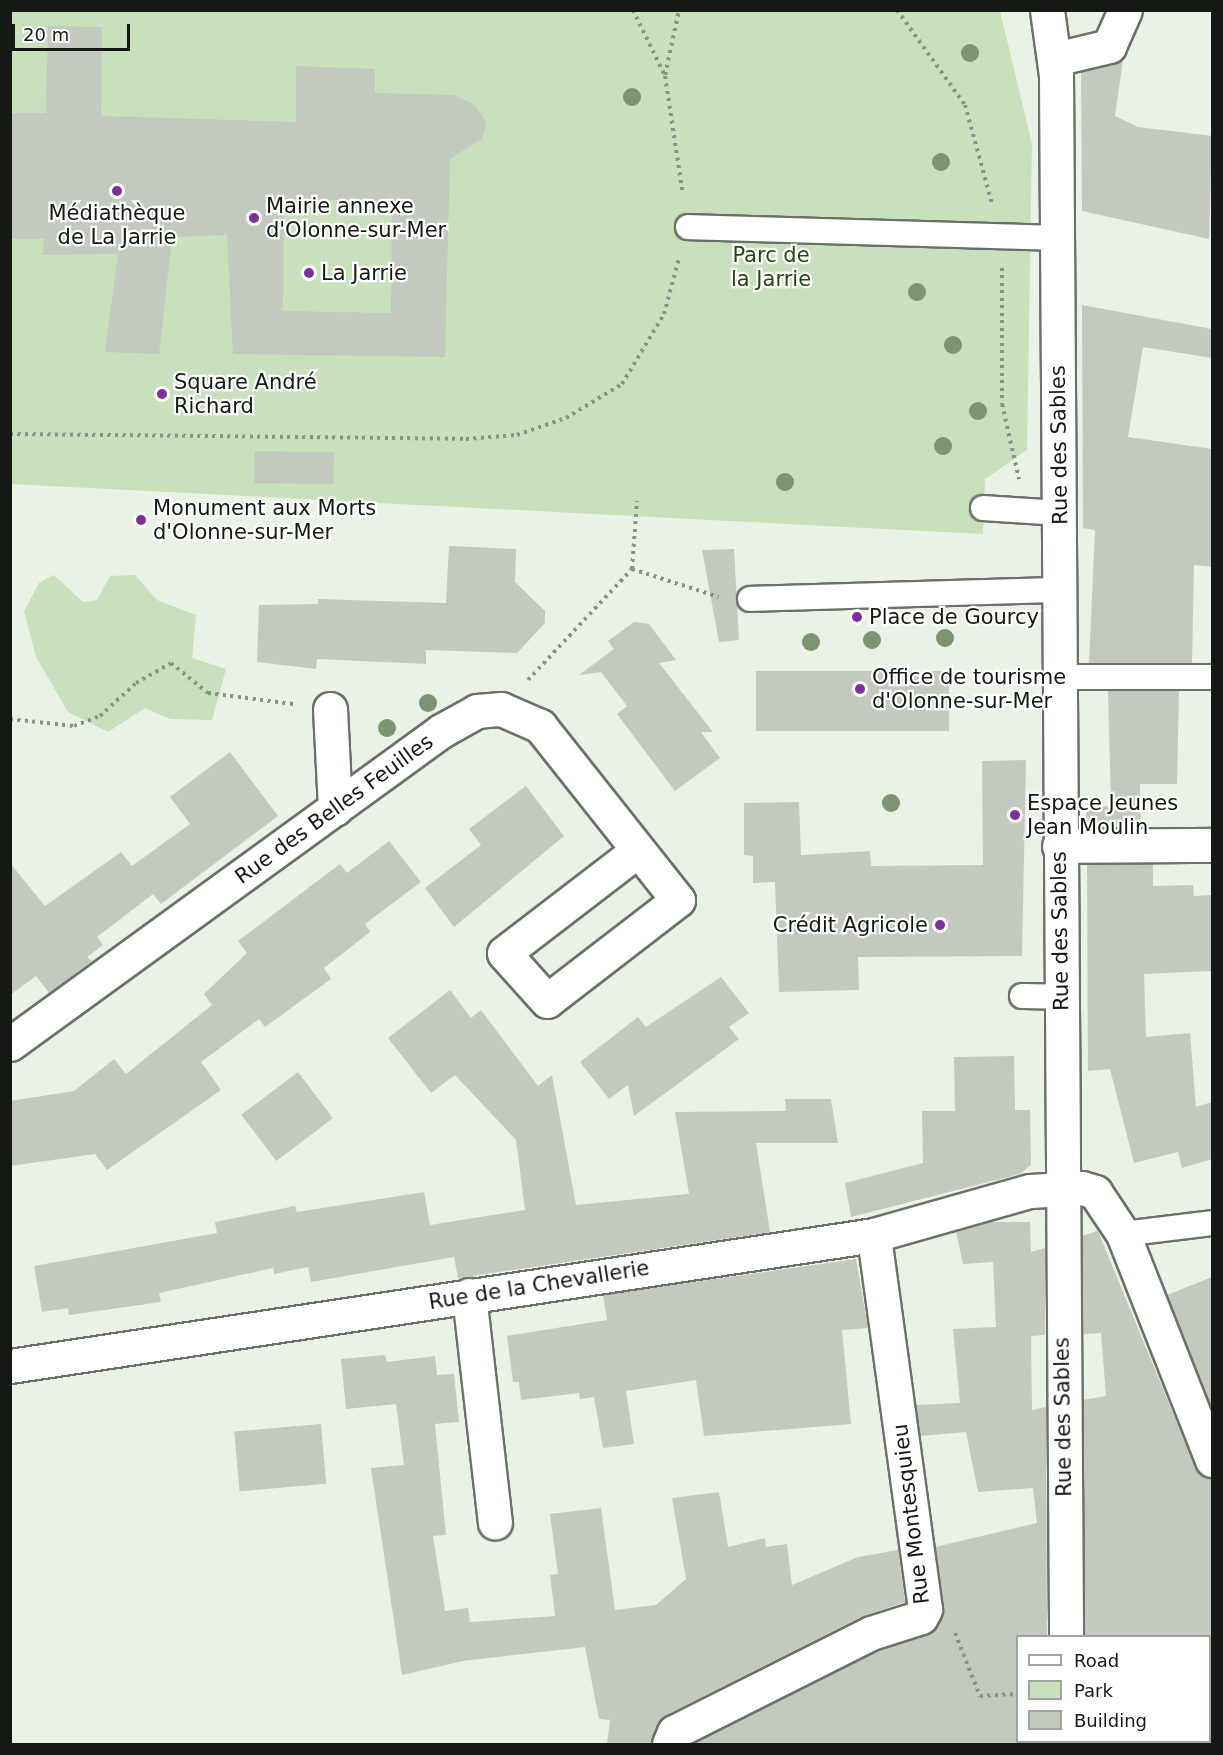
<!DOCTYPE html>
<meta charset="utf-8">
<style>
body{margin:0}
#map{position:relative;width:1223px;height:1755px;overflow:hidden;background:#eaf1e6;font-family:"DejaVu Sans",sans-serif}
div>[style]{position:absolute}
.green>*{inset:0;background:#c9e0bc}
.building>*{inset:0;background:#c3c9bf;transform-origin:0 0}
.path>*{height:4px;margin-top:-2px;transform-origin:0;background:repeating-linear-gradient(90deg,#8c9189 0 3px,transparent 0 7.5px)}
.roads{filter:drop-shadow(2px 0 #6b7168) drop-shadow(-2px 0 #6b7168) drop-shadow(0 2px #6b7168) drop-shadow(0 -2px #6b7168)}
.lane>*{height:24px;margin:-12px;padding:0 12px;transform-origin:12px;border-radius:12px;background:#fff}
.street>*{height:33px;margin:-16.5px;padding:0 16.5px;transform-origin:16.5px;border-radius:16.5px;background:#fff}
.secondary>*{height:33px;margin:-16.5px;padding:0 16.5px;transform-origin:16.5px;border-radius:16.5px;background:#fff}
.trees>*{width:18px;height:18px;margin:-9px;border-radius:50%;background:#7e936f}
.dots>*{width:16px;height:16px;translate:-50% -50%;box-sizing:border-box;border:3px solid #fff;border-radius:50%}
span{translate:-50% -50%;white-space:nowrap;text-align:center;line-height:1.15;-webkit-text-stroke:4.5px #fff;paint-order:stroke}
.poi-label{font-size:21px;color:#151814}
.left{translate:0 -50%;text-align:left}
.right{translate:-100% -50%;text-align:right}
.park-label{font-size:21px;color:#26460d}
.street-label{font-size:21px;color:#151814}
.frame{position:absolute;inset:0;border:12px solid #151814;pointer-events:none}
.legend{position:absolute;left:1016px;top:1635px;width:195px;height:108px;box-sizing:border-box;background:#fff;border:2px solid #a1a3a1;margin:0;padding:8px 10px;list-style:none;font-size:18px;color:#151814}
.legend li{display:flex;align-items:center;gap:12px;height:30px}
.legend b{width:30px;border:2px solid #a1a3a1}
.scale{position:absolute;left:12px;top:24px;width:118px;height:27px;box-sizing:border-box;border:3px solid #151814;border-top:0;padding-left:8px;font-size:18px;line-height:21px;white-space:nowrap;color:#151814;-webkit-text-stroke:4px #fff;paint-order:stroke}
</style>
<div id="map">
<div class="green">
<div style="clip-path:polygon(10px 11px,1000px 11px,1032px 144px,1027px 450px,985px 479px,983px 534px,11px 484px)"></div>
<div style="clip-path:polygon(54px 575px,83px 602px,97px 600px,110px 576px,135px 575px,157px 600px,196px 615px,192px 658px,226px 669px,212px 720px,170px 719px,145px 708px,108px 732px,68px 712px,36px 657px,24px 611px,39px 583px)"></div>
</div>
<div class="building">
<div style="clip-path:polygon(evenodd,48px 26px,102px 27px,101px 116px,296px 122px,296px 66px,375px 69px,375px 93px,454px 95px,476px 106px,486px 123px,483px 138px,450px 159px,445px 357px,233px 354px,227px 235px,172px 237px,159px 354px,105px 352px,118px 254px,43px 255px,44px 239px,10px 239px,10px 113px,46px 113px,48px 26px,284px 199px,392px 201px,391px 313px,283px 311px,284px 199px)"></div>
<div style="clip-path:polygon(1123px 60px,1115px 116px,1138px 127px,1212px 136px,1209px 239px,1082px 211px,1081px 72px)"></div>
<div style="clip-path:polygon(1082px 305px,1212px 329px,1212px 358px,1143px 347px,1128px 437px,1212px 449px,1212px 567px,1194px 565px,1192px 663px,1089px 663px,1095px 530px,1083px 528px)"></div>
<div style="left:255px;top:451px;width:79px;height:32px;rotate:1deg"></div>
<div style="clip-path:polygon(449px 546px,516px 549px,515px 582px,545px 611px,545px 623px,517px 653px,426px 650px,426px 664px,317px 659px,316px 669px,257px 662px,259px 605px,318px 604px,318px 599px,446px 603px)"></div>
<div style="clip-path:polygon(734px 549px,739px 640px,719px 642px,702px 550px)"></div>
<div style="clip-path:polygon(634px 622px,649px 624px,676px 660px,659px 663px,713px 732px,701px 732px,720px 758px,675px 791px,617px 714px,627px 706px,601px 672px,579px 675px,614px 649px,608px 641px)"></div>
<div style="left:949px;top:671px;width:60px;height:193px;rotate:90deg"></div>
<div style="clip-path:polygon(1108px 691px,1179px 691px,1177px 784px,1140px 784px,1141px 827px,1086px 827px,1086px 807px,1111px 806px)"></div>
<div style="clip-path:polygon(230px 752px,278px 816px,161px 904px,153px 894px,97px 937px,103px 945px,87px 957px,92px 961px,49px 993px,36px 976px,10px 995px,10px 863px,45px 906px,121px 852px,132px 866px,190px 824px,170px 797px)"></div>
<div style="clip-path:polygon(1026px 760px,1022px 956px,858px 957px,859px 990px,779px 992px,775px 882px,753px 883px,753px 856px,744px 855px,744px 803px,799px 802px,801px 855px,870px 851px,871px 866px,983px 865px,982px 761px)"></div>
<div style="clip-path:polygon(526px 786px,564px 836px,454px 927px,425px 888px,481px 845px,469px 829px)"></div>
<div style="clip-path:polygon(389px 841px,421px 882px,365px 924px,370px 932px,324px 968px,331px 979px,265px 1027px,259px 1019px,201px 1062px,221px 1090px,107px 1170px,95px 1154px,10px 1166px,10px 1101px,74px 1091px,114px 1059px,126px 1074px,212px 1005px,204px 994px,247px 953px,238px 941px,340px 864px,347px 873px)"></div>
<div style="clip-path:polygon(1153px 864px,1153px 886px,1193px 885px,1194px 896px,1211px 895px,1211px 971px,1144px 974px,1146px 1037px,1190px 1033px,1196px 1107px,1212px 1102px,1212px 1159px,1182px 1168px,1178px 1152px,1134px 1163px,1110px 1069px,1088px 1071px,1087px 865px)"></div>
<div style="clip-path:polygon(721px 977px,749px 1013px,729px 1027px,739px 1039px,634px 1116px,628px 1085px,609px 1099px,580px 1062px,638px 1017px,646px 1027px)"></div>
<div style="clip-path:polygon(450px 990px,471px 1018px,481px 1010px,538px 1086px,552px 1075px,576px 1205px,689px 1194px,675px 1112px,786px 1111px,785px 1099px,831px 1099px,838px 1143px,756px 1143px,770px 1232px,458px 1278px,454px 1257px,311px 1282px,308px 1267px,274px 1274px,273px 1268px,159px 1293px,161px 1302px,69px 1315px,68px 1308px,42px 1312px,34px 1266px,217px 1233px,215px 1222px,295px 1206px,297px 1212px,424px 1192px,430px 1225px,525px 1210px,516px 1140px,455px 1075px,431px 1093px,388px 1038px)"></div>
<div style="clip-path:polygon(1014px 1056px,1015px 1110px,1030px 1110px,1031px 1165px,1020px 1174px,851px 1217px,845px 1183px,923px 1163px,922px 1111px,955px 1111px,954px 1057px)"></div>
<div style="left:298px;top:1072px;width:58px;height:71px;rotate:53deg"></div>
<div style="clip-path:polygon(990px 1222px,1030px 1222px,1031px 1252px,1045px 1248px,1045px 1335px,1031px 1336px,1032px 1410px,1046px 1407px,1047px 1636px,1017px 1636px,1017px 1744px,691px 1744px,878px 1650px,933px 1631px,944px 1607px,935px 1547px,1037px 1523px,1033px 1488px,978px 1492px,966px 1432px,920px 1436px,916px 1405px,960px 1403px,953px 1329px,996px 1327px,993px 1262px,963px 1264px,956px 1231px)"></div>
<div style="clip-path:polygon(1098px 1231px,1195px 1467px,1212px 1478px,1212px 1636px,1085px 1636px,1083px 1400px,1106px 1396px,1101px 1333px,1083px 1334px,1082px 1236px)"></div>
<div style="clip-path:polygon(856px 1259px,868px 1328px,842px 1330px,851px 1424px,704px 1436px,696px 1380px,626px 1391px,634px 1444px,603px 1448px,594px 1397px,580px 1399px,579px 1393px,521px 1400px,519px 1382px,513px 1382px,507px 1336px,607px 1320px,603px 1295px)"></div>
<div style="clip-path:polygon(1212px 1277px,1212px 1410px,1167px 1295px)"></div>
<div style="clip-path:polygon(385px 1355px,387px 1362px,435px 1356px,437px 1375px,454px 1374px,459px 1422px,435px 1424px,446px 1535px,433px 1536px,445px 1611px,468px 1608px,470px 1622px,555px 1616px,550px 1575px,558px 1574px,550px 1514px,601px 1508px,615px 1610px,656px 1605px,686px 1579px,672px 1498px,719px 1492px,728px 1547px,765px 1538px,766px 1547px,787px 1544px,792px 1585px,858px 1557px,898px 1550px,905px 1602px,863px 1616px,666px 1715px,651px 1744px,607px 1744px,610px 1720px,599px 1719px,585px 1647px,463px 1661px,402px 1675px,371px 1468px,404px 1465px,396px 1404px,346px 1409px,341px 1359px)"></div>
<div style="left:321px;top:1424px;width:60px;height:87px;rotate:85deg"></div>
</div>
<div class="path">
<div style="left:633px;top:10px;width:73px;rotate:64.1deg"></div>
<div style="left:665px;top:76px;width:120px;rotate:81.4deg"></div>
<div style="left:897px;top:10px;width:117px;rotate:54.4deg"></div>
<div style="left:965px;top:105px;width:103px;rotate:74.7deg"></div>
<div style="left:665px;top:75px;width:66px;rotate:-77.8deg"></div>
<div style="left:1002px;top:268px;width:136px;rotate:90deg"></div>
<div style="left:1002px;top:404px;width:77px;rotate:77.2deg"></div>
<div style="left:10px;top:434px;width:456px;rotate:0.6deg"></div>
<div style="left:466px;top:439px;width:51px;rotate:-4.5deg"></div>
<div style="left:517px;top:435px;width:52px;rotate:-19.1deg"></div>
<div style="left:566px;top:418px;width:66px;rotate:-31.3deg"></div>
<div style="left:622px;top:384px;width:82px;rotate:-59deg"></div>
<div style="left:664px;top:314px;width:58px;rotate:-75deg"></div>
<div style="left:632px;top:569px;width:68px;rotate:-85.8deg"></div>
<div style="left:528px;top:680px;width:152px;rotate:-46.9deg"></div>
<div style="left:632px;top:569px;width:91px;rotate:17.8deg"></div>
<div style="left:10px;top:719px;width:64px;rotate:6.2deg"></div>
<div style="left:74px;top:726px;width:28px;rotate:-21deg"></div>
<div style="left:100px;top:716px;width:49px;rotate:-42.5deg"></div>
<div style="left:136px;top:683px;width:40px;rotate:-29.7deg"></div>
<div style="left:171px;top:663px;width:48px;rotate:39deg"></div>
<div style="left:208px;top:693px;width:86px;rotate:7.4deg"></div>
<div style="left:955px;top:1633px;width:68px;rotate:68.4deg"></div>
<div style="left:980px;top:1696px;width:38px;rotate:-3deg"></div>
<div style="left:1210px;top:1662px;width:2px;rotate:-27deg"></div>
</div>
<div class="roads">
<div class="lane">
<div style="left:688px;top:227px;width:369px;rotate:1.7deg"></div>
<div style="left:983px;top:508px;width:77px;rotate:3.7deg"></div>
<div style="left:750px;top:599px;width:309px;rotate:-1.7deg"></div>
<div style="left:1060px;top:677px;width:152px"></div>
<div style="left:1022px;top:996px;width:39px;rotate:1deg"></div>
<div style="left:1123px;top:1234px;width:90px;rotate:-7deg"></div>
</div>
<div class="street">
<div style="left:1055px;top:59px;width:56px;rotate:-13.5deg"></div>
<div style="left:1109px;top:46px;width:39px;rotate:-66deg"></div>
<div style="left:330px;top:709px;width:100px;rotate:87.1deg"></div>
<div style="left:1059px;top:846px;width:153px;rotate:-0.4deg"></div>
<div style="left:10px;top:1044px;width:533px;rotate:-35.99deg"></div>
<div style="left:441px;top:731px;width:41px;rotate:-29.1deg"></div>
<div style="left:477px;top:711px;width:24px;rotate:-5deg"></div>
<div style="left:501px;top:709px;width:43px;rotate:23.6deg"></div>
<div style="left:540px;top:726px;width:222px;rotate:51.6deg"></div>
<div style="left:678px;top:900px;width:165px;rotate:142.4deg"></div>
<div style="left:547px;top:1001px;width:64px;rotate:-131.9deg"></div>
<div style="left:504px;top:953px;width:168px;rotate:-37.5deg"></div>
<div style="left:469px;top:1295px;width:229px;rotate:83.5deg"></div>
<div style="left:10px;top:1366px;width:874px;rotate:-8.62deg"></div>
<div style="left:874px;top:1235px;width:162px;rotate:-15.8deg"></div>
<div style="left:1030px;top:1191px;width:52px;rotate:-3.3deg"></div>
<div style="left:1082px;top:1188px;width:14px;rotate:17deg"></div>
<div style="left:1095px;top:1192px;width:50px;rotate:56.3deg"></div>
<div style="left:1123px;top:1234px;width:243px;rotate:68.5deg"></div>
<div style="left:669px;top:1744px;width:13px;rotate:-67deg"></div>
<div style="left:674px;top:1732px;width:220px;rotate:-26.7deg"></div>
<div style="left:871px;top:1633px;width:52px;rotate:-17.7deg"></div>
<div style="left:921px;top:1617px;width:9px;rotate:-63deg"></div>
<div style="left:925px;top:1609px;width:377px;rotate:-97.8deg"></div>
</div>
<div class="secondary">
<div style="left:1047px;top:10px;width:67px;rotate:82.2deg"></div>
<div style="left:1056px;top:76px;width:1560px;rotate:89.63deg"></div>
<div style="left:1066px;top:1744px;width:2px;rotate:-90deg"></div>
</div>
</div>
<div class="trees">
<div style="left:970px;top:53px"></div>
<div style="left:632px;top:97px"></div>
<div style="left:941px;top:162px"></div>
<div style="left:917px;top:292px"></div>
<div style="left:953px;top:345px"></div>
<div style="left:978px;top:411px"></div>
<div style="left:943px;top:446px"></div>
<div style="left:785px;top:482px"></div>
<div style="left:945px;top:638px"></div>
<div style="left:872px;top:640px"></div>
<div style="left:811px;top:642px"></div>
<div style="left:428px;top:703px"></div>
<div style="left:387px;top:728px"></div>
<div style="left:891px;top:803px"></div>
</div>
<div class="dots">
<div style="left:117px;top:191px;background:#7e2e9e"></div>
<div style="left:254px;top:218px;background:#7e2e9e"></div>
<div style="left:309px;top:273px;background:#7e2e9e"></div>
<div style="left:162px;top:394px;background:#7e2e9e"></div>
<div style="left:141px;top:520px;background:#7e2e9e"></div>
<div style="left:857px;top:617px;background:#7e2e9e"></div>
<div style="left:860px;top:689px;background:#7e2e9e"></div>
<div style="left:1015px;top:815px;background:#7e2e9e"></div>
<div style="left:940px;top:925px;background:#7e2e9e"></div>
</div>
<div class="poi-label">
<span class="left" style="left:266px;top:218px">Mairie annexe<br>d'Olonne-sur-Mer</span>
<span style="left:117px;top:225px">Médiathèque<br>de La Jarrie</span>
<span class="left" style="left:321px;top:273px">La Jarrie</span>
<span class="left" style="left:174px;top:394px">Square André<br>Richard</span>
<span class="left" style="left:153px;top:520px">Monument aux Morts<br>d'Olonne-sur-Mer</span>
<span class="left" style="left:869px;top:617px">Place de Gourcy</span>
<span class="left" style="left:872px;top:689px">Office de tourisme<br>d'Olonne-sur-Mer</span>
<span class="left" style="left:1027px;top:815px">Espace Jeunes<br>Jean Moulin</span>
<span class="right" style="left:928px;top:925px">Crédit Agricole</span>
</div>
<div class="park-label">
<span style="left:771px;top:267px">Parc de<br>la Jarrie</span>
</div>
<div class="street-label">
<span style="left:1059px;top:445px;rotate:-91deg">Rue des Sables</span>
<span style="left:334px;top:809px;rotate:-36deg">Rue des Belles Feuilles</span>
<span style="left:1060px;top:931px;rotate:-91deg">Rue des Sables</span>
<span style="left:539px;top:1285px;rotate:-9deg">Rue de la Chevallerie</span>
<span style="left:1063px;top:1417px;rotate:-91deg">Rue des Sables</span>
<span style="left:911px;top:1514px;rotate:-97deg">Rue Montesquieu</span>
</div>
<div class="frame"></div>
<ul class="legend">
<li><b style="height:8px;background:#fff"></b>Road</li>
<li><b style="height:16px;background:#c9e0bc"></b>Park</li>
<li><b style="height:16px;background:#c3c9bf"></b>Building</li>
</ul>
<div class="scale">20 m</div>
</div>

- ACTION ITEM:
The required result is an exact repeat of the records above from the line containing "de la Chevallerie</span>" to their final line.

- OUTPUT FOR THIS EXERCISE:
<span style="left:539px;top:1285px;rotate:-9deg">Rue de la Chevallerie</span>
<span style="left:1063px;top:1417px;rotate:-91deg">Rue des Sables</span>
<span style="left:911px;top:1514px;rotate:-97deg">Rue Montesquieu</span>
</div>
<div class="frame"></div>
<ul class="legend">
<li><b style="height:8px;background:#fff"></b>Road</li>
<li><b style="height:16px;background:#c9e0bc"></b>Park</li>
<li><b style="height:16px;background:#c3c9bf"></b>Building</li>
</ul>
<div class="scale">20 m</div>
</div>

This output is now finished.